Collected data
========================================================================
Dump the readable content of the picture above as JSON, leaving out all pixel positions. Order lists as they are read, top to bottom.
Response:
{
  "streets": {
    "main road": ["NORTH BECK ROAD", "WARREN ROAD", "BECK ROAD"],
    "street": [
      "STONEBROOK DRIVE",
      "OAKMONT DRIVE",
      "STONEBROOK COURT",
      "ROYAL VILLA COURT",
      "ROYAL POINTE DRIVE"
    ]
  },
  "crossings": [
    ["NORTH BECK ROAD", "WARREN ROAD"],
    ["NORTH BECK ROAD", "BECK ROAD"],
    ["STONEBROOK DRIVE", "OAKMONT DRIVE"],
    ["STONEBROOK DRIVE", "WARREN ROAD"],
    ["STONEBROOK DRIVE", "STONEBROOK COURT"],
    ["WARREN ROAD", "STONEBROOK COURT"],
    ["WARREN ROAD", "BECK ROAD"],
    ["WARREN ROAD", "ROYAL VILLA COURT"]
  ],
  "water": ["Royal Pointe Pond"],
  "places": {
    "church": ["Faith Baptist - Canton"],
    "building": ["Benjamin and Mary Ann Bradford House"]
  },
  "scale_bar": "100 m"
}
========================================================================
▶ _Task item_
Copy out the lines of the data where the word "ROAD" can be found.

▶ _Response_
    "main road": ["NORTH BECK ROAD", "WARREN ROAD", "BECK ROAD"],
    ["NORTH BECK ROAD", "WARREN ROAD"],
    ["NORTH BECK ROAD", "BECK ROAD"],
    ["STONEBROOK DRIVE", "WARREN ROAD"],
    ["WARREN ROAD", "STONEBROOK COURT"],
    ["WARREN ROAD", "BECK ROAD"],
    ["WARREN ROAD", "ROYAL VILLA COURT"]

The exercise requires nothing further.